(Source: European Investment Bank)
- First project in Germany under the Pan-European Guarantee Fund to help small and medium-sized companies to recover from the effects of COVID.
- The EIB will guarantee a part of Berenberg’s portfolio of revolving credit facilities. The freed-up capital will be reinvested in new loans.
The European Investment Bank (EIB) will provide loan-by-loan guarantees covering 75% of a portfolio of up to €250 million of the German private bank Berenberg. Berenberg will use the freed-up capital to increase their lending to small and medium-sized companies (SMEs).

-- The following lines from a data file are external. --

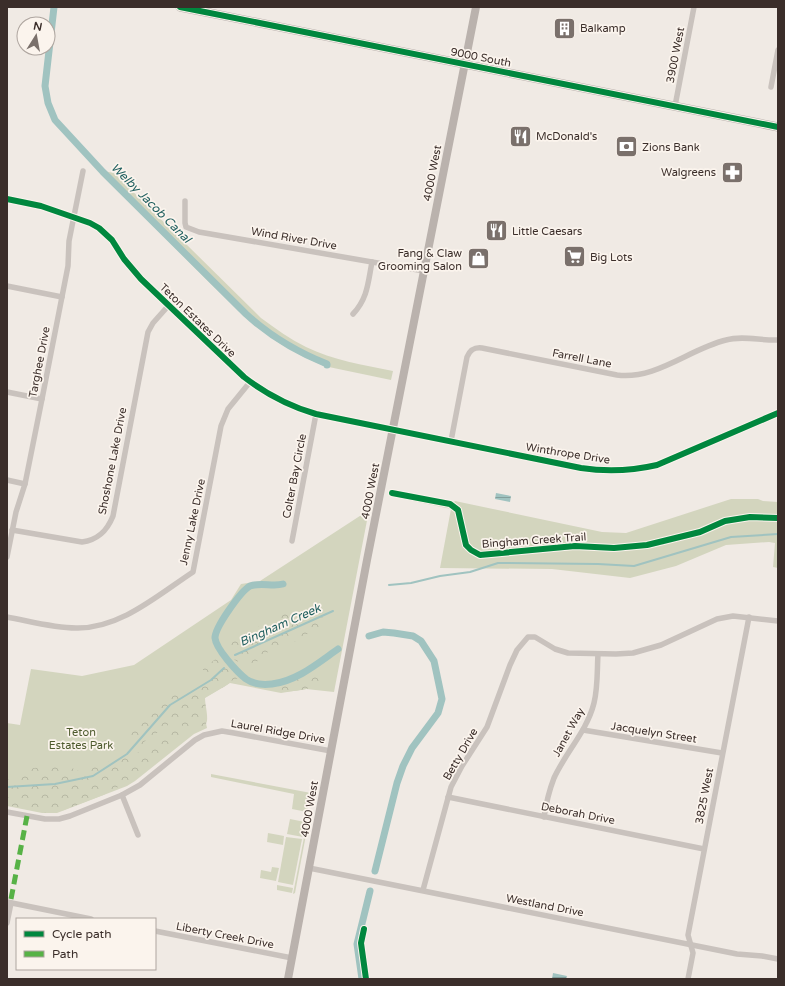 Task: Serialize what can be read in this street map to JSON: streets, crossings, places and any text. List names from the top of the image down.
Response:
{
  "streets": {
    "main road": ["9000 South", "4000 West"],
    "street": [
      "3900 West",
      "Wind River Drive",
      "Teton Estates Drive",
      "Farrell Lane",
      "Targhee Drive",
      "Winthrope Drive",
      "Shoshone Lake Drive",
      "Colter Bay Circle",
      "Jenny Lake Drive",
      "Laurel Ridge Drive",
      "Janet Way",
      "Jacquelyn Street",
      "Betty Drive",
      "3825 West",
      "Deborah Drive",
      "Westland Drive",
      "Liberty Creek Drive"
    ],
    "cycle path": ["Bingham Creek Trail"]
  },
  "crossings": [
    ["3900 West", "9000 South"],
    ["9000 South", "4000 West"],
    ["4000 West", "Wind River Drive"],
    ["4000 West", "Teton Estates Drive"],
    ["4000 West", "Winthrope Drive"],
    ["4000 West", "Laurel Ridge Drive"],
    ["4000 West", "Westland Drive"],
    ["4000 West", "Liberty Creek Drive"],
    ["Teton Estates Drive", "Targhee Drive"],
    ["Teton Estates Drive", "Winthrope Drive"],
    ["Teton Estates Drive", "Shoshone Lake Drive"],
    ["Teton Estates Drive", "Colter Bay Circle"],
    ["Teton Estates Drive", "Jenny Lake Drive"],
    ["Farrell Lane", "Winthrope Drive"],
    ["Targhee Drive", "Shoshone Lake Drive"],
    ["Janet Way", "Jacquelyn Street"],
    ["Janet Way", "Betty Drive"],
    ["Janet Way", "Deborah Drive"],
    ["Jacquelyn Street", "3825 West"],
    ["Betty Drive", "Deborah Drive"],
    ["Betty Drive", "Westland Drive"],
    ["3825 West", "Deborah Drive"],
    ["3825 West", "Westland Drive"]
  ],
  "water": ["Welby Jacob Canal", "Bingham Creek"],
  "parks": ["Teton Estates Park"],
  "places": {
    "building": ["Balkamp"],
    "restaurant": ["McDonald's", "Little Caesars"],
    "bank": ["Zions Bank"],
    "pharmacy": ["Walgreens"],
    "supermarket": ["Big Lots"],
    "shop": ["Fang & Claw Grooming Salon"]
  },
  "legend": ["Cycle path", "Path"],
  "north": "top"
}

It is the first project under the Pan-European Guarantee Fund in Germany.
Worldwide, access to finance has become difficult for small and medium-sized companies following the COVID-19 pandemic. As the banking sector addresses deteriorating loan quality with a gradual shift into lower risk assets, SMEs could encounter difficulties in obtaining new financing when restarting business at the end of the pandemic.
To avoid a shortage of credit to SMEs and mid-cap companies, the EIB has set up the €25 billion European Guarantee Fund (EGF) with support from EU Member States.
The EIB and EGF will guarantee a part of Berenberg’s portfolio of revolving credit facilities (RCF), thereby enabling it to expand its loan book and partially fill the lending gap left behind in the banking sector. Through the capital relief, Berenberg can expand its European RCF portfolio and thereby provide liquidity in small tickets to the real economy. This could help SMEs recover more quickly from the pandemic.
“With the help of the EIB and EGF, Berenberg Bank will be able to provide additional liquidity to the real economy in particular for SMEs and MidCaps”, said EIB Vice-President Ambroise Fayolle, rsponsible for projects in Germany. He added: “This is the first EGF transaction signed with a German Intermediary. Guaranteeing Berenberg’s European RCF portfolio will benefit final recipients in many European countries, thereby making it a truly pan-European operation.”